## WORK ORDER
The following listing has lines to check for the word "margin"; give only the number of lines that contain it.

## EXTRACTED MATERIAL
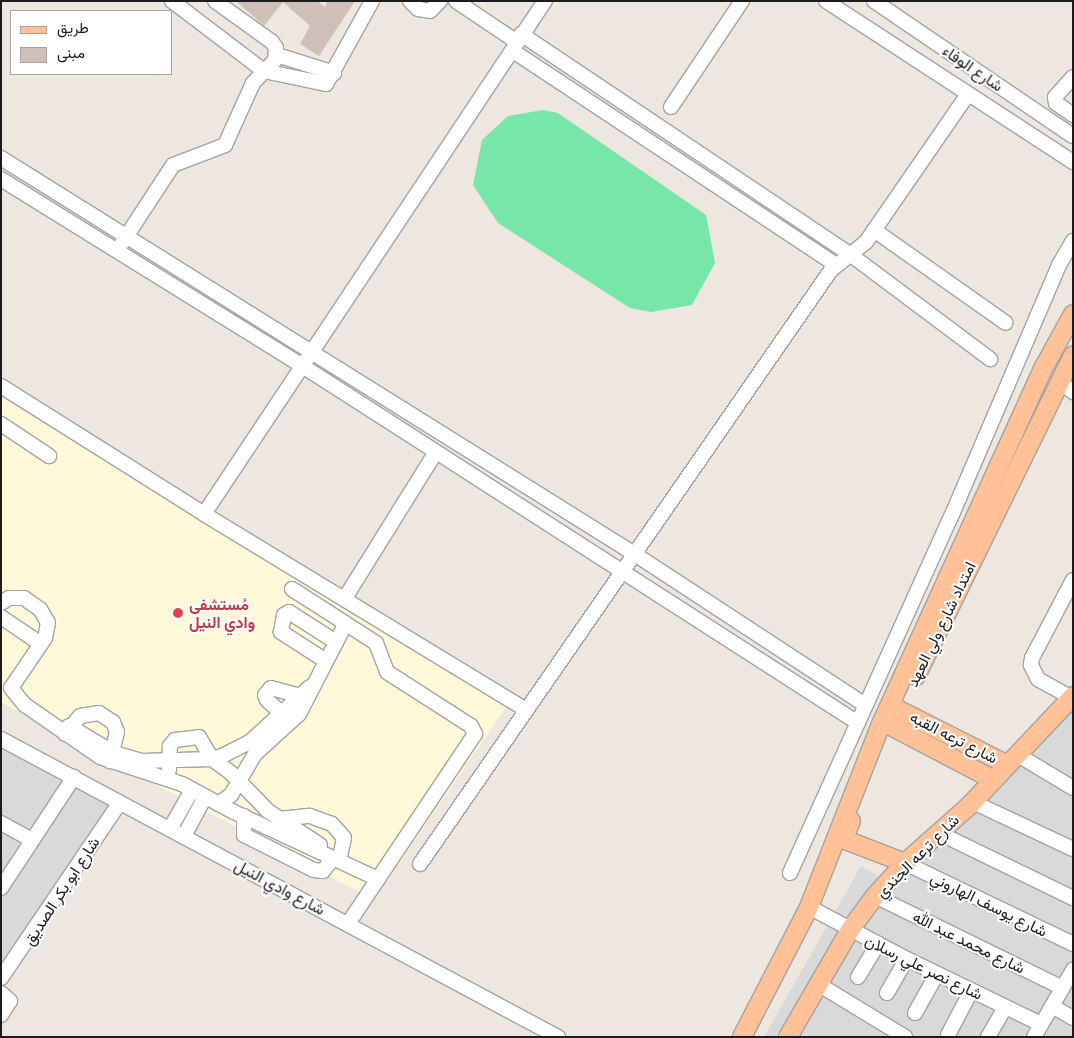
<!DOCTYPE html>
<html>
<head>
<meta charset="utf-8">
<style>
  body { margin:0 }
  #map { position:relative; width:1074px; height:1038px; overflow:hidden; background:#eee7e0; font-family:"Exo 2",Vazirmatn,sans-serif }
  div>[style] { position:absolute }
  .residential>* { inset:0; background:#dad9d9 }
  .education>* { inset:0; background:#fff9d9 }
  .pitch>* { inset:0; background:#76e6a9 }
  .building>* { inset:0; background:#cebfb9 }
  .roads { filter:drop-shadow(1px 0 #a3a3a3) drop-shadow(-1px 0 #a3a3a3) drop-shadow(0 1px #a3a3a3) drop-shadow(0 -1px #a3a3a3) }
  .minor>* { height:14px; margin:-7px; padding:0 7px; transform-origin:7px; border-radius:7px; background:#fff }
  .major>* { height:18px; margin:-9px; padding:0 9px; transform-origin:9px; border-radius:9px; background:#ffc195 }
  .dots>* { width:14px; height:14px; translate:-50% -50%; box-sizing:border-box; border:2px solid #fff; border-radius:50% }
  span { translate:-50% -50%; white-space:nowrap; text-align:center; line-height:1.15; -webkit-text-stroke:4px #fff; paint-order:stroke }
  .street-label { font-size:16px; color:#1c1c1c }
  .health-label { font-size:16px; color:#be3a42; font-weight:700 }
  .left { translate:0 -50%; text-align:left }
  .frame { position:absolute; inset:0; border:2px solid #1c1c1c; pointer-events:none }
  .legend { position:absolute; left:10px; top:10px; width:162px; height:65px; box-sizing:border-box; background:#fff; border:1px solid #a4a4a4; margin:0; padding:6px 9px; list-style:none; font-size:15px; color:#1c1c1c }
  .legend li { display:flex; align-items:center; gap:10px; height:25px }
  .legend b { width:25px; border:1px solid #a4a4a4 }
</style>
</head>
<body>
<div id="map">
  <div class="residential">
    <i style="clip-path:polygon(1073px 708px,1073px 1037px,764px 1037px,861px 866px,894px 885px)"></i>
    <i style="clip-path:polygon(1px 739px,117px 803px,6px 983px,1px 980px)"></i>
  </div>
  <div class="education">
    <i style="clip-path:polygon(1px 397px,506px 707px,374px 900px,1px 702px)"></i>
  </div>
  <div class="pitch">
    <i style="clip-path:polygon(543px 110px,558px 113px,706px 215px,715px 263px,692px 305px,651px 312px,630px 308px,498px 223px,473px 185px,482px 140px,508px 116px)"></i>
  </div>
  <div class="building">
    <i style="clip-path:polygon(236px 1px,317px 1px,325px 7px,327px 1px,355px 1px,319px 56px,300px 44px,310px 26px,283px 2px,264px 26px)"></i>
  </div>
  <div class="roads">
    <div class="minor">
      <i style="left:172px;top:1px;width:116px;rotate:37.3deg"></i>
      <i style="left:264px;top:71px;width:63px;rotate:11.8deg"></i>
      <i style="left:326px;top:84px;width:95px;rotate:-61deg"></i>
      <i style="left:410px;top:1px;width:11px;rotate:45deg"></i>
      <i style="left:418px;top:9px;width:12px;rotate:9deg"></i>
      <i style="left:430px;top:11px;width:14px;rotate:-45deg"></i>
      <i style="left:456px;top:1px;width:73px;rotate:33.9deg"></i>
      <i style="left:826px;top:1px;width:295px;rotate:33.1deg"></i>
      <i style="left:874px;top:1px;width:240px;rotate:34.2deg"></i>
      <i style="left:521px;top:34px;width:397px;rotate:33.8deg"></i>
      <i style="left:851px;top:255px;width:174px;rotate:36.8deg"></i>
      <i style="left:513px;top:51px;width:387px;rotate:33.5deg"></i>
      <i style="left:277px;top:55px;width:60px;rotate:17.5deg"></i>
      <i style="left:1073px;top:77px;width:27px;rotate:132deg"></i>
      <i style="left:1055px;top:97px;width:6px;rotate:81deg"></i>
      <i style="left:1056px;top:103px;width:21px;rotate:35deg"></i>
      <i style="left:671px;top:107px;width:128px;rotate:-56.2deg"></i>
      <i style="left:1px;top:158px;width:745px;rotate:32.01deg"></i>
      <i style="left:633px;top:553px;width:276px;rotate:33.2deg"></i>
      <i style="left:1px;top:179px;width:353px;rotate:31.8deg"></i>
      <i style="left:301px;top:365px;width:662px;rotate:32.73deg"></i>
      <i style="left:874px;top:230px;width:161px;rotate:35.2deg"></i>
      <i style="left:122px;top:243px;width:93px;rotate:-56.8deg"></i>
      <i style="left:173px;top:165px;width:56px;rotate:-21deg"></i>
      <i style="left:225px;top:145px;width:68px;rotate:-65.7deg"></i>
      <i style="left:253px;top:83px;width:32px;rotate:-46deg"></i>
      <i style="left:275px;top:60px;width:12px;rotate:-85deg"></i>
      <i style="left:276px;top:48px;width:7px;rotate:-124deg"></i>
      <i style="left:272px;top:42px;width:70px;rotate:-144.3deg"></i>
      <i style="left:1059px;top:381px;width:18px;rotate:38deg"></i>
      <i style="left:1px;top:386px;width:240px;rotate:32.2deg"></i>
      <i style="left:204px;top:514px;width:377px;rotate:31.3deg"></i>
      <i style="left:1px;top:424px;width:58px;rotate:33.7deg"></i>
      <i style="left:204px;top:514px;width:616px;rotate:-56.39deg"></i>
      <i style="left:292px;top:589px;width:100px;rotate:32.7deg"></i>
      <i style="left:376px;top:643px;width:31px;rotate:69deg"></i>
      <i style="left:387px;top:672px;width:100px;rotate:32.7deg"></i>
      <i style="left:471px;top:726px;width:9px;rotate:63deg"></i>
      <i style="left:475px;top:734px;width:229px;rotate:123.8deg"></i>
      <i style="left:345px;top:598px;width:172px;rotate:-58.1deg"></i>
      <i style="left:1px;top:603px;width:9px;rotate:-32deg"></i>
      <i style="left:9px;top:598px;width:15px"></i>
      <i style="left:24px;top:598px;width:19px;rotate:35deg"></i>
      <i style="left:40px;top:609px;width:16px;rotate:60deg"></i>
      <i style="left:48px;top:623px;width:15px;rotate:101deg"></i>
      <i style="left:45px;top:638px;width:60px;rotate:124.2deg"></i>
      <i style="left:1px;top:617px;width:48px;rotate:34deg"></i>
      <i style="left:326px;top:661px;width:54px;rotate:-147.2deg"></i>
      <i style="left:281px;top:632px;width:17px;rotate:-80deg"></i>
      <i style="left:284px;top:615px;width:6px;rotate:-31deg"></i>
      <i style="left:289px;top:612px;width:56px;rotate:32.6deg"></i>
      <i style="left:11px;top:688px;width:22px;rotate:51deg"></i>
      <i style="left:25px;top:705px;width:91px;rotate:34.7deg"></i>
      <i style="left:100px;top:757px;width:86px;rotate:18.2deg"></i>
      <i style="left:182px;top:784px;width:59px;rotate:28.3deg"></i>
      <i style="left:234px;top:812px;width:159px;rotate:25deg"></i>
      <i style="left:1072px;top:698px;width:39px;rotate:-151deg"></i>
      <i style="left:1038px;top:679px;width:16px;rotate:-117deg"></i>
      <i style="left:1031px;top:665px;width:7px;rotate:-82deg"></i>
      <i style="left:1032px;top:658px;width:88px;rotate:-62.3deg"></i>
      <i style="left:288px;top:719px;width:28px;rotate:-138deg"></i>
      <i style="left:267px;top:700px;width:5px;rotate:-112deg"></i>
      <i style="left:265px;top:695px;width:9px;rotate:-49deg"></i>
      <i style="left:271px;top:688px;width:30px;rotate:15deg"></i>
      <i style="left:69px;top:726px;width:52px;rotate:31deg"></i>
      <i style="left:114px;top:753px;width:29px;rotate:16deg"></i>
      <i style="left:142px;top:761px;width:70px;rotate:-1.6deg"></i>
      <i style="left:212px;top:759px;width:24px;rotate:36deg"></i>
      <i style="left:231px;top:773px;width:53px;rotate:45.8deg"></i>
      <i style="left:268px;top:811px;width:62px;rotate:33.2deg"></i>
      <i style="left:65px;top:734px;width:23px;rotate:-50deg"></i>
      <i style="left:80px;top:716px;width:19px;rotate:-9deg"></i>
      <i style="left:99px;top:713px;width:17px;rotate:33deg"></i>
      <i style="left:113px;top:722px;width:11px;rotate:68deg"></i>
      <i style="left:117px;top:732px;width:30px;rotate:104deg"></i>
      <i style="left:1px;top:739px;width:632px;rotate:28.15deg"></i>
      <i style="left:1018px;top:755px;width:64px;rotate:31deg"></i>
      <i style="left:169px;top:770px;width:24px;rotate:-88deg"></i>
      <i style="left:170px;top:746px;width:8px;rotate:-50deg"></i>
      <i style="left:175px;top:740px;width:24px;rotate:-7deg"></i>
      <i style="left:199px;top:737px;width:26px;rotate:59deg"></i>
      <i style="left:212px;top:759px;width:10px;rotate:-17deg"></i>
      <i style="left:222px;top:756px;width:33px;rotate:-27deg"></i>
      <i style="left:251px;top:741px;width:80px;rotate:-42.5deg"></i>
      <i style="left:973px;top:802px;width:110px;rotate:25.2deg"></i>
      <i style="left:218px;top:804px;width:16px;rotate:-35deg"></i>
      <i style="left:231px;top:795px;width:48px;rotate:-59.7deg"></i>
      <i style="left:255px;top:754px;width:59px;rotate:-42.3deg"></i>
      <i style="left:299px;top:714px;width:102px;rotate:-62.7deg"></i>
      <i style="left:244px;top:816px;width:19px;rotate:90deg"></i>
      <i style="left:244px;top:835px;width:78px;rotate:26.6deg"></i>
      <i style="left:314px;top:870px;width:9px;rotate:6deg"></i>
      <i style="left:323px;top:871px;width:16px;rotate:-52deg"></i>
      <i style="left:279px;top:819px;width:31px;rotate:-6deg"></i>
      <i style="left:310px;top:816px;width:23px;rotate:20deg"></i>
      <i style="left:332px;top:824px;width:18px;rotate:49deg"></i>
      <i style="left:344px;top:838px;width:19px;rotate:102deg"></i>
      <i style="left:1px;top:823px;width:35px;rotate:29deg"></i>
      <i style="left:170px;top:829px;width:45px;rotate:-60.6deg"></i>
      <i style="left:939px;top:833px;width:149px;rotate:25.9deg"></i>
      <i style="left:184px;top:836px;width:44px;rotate:-61.7deg"></i>
      <i style="left:905px;top:863px;width:187px;rotate:25.7deg"></i>
      <i style="left:420px;top:864px;width:722px;rotate:-55.32deg"></i>
      <i style="left:831px;top:270px;width:45px;rotate:-38.7deg"></i>
      <i style="left:866px;top:242px;width:180px;rotate:-55.4deg"></i>
      <i style="left:790px;top:873px;width:391px;rotate:-65.7deg"></i>
      <i style="left:951px;top:517px;width:274px;rotate:-66.8deg"></i>
      <i style="left:1059px;top:265px;width:28px;rotate:-60deg"></i>
      <i style="left:1px;top:888px;width:133px;rotate:-56.7deg"></i>
      <i style="left:875px;top:896px;width:209px;rotate:26.1deg"></i>
      <i style="left:809px;top:907px;width:111px;rotate:28deg"></i>
      <i style="left:907px;top:959px;width:149px;rotate:25.9deg"></i>
      <i style="left:858px;top:977px;width:39px;rotate:-59deg"></i>
      <i style="left:1px;top:978px;width:212px;rotate:-55.9deg"></i>
      <i style="left:818px;top:984px;width:102px;rotate:31.3deg"></i>
      <i style="left:1px;top:993px;width:12px;rotate:42deg"></i>
      <i style="left:10px;top:1001px;width:17px;rotate:123deg"></i>
      <i style="left:887px;top:993px;width:39px;rotate:-60deg"></i>
      <i style="left:1052px;top:1006px;width:24px;rotate:30deg"></i>
      <i style="left:915px;top:1013px;width:45px;rotate:-60.6deg"></i>
      <i style="left:948px;top:1035px;width:50px;rotate:-62.4deg"></i>
      <i style="left:988px;top:1037px;width:34px;rotate:-60deg"></i>
      <i style="left:1034px;top:1037px;width:78px;rotate:-59.8deg"></i>
    </div>
    <div class="major">
      <i style="left:916px;top:676px;width:357px;rotate:-63.9deg"></i>
      <i style="left:899px;top:710px;width:122px;rotate:26.8deg"></i>
      <i style="left:891px;top:726px;width:116px;rotate:27.7deg"></i>
      <i style="left:851px;top:821px;width:15px;rotate:113deg"></i>
      <i style="left:845px;top:835px;width:7px;rotate:63deg"></i>
      <i style="left:848px;top:841px;width:61px;rotate:21.1deg"></i>
      <i style="left:742px;top:1037px;width:146px;rotate:-62.7deg"></i>
      <i style="left:809px;top:907px;width:199px;rotate:-68.5deg"></i>
      <i style="left:882px;top:722px;width:390px;rotate:-65.5deg"></i>
      <i style="left:1044px;top:367px;width:60px;rotate:-61.3deg"></i>
      <i style="left:788px;top:1037px;width:124px;rotate:-59.9deg"></i>
      <i style="left:850px;top:930px;width:42px;rotate:-53.7deg"></i>
      <i style="left:875px;top:896px;width:45px;rotate:-47.7deg"></i>
      <i style="left:905px;top:863px;width:87px;rotate:-41.7deg"></i>
      <i style="left:970px;top:805px;width:150px;rotate:-46.6deg"></i>
    </div>
  </div>
  <div class="dots">
    <i style="left:178px;top:613px;background:#e0444e"></i>
  </div>
  <div class="street-label">
    <span style="left:973px;top:68px;rotate:34deg">شارع الوفاء</span>
    <span style="left:941px;top:624px;rotate:-64deg">امتداد شارع ولي العهد</span>
    <span style="left:954px;top:737px;rotate:27deg">شارع ترعه القبه</span>
    <span style="left:917px;top:856px;rotate:-45deg">شارع ترعه الجندي</span>
    <span style="left:280px;top:887px;rotate:28deg">شارع وادي النيل</span>
    <span style="left:61px;top:891px;rotate:-57deg">شارع ابو بكر الصديق</span>
    <span style="left:989px;top:904px;rotate:26deg">شارع يوسف الهاروني</span>
    <span style="left:969px;top:942px;rotate:26deg">شارع محمد عبد الله</span>
    <span style="left:924px;top:967px;rotate:26deg">شارع نصر علي رسلان</span>
  </div>
  <div class="health-label">
    <span class="left" style="left:189px;top:613px">مُستشفى<br>وادي النيل</span>
  </div>
  <div class="frame"></div>
  <ul class="legend">
  <li><b style="height:6px;background:#ffc195"></b>طريق</li>
  <li><b style="height:14px;background:#cebfb9"></b>مبنى</li>
  </ul>
</div>
</body>
</html>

## SOLUTION FOR THIS EXERCISE
4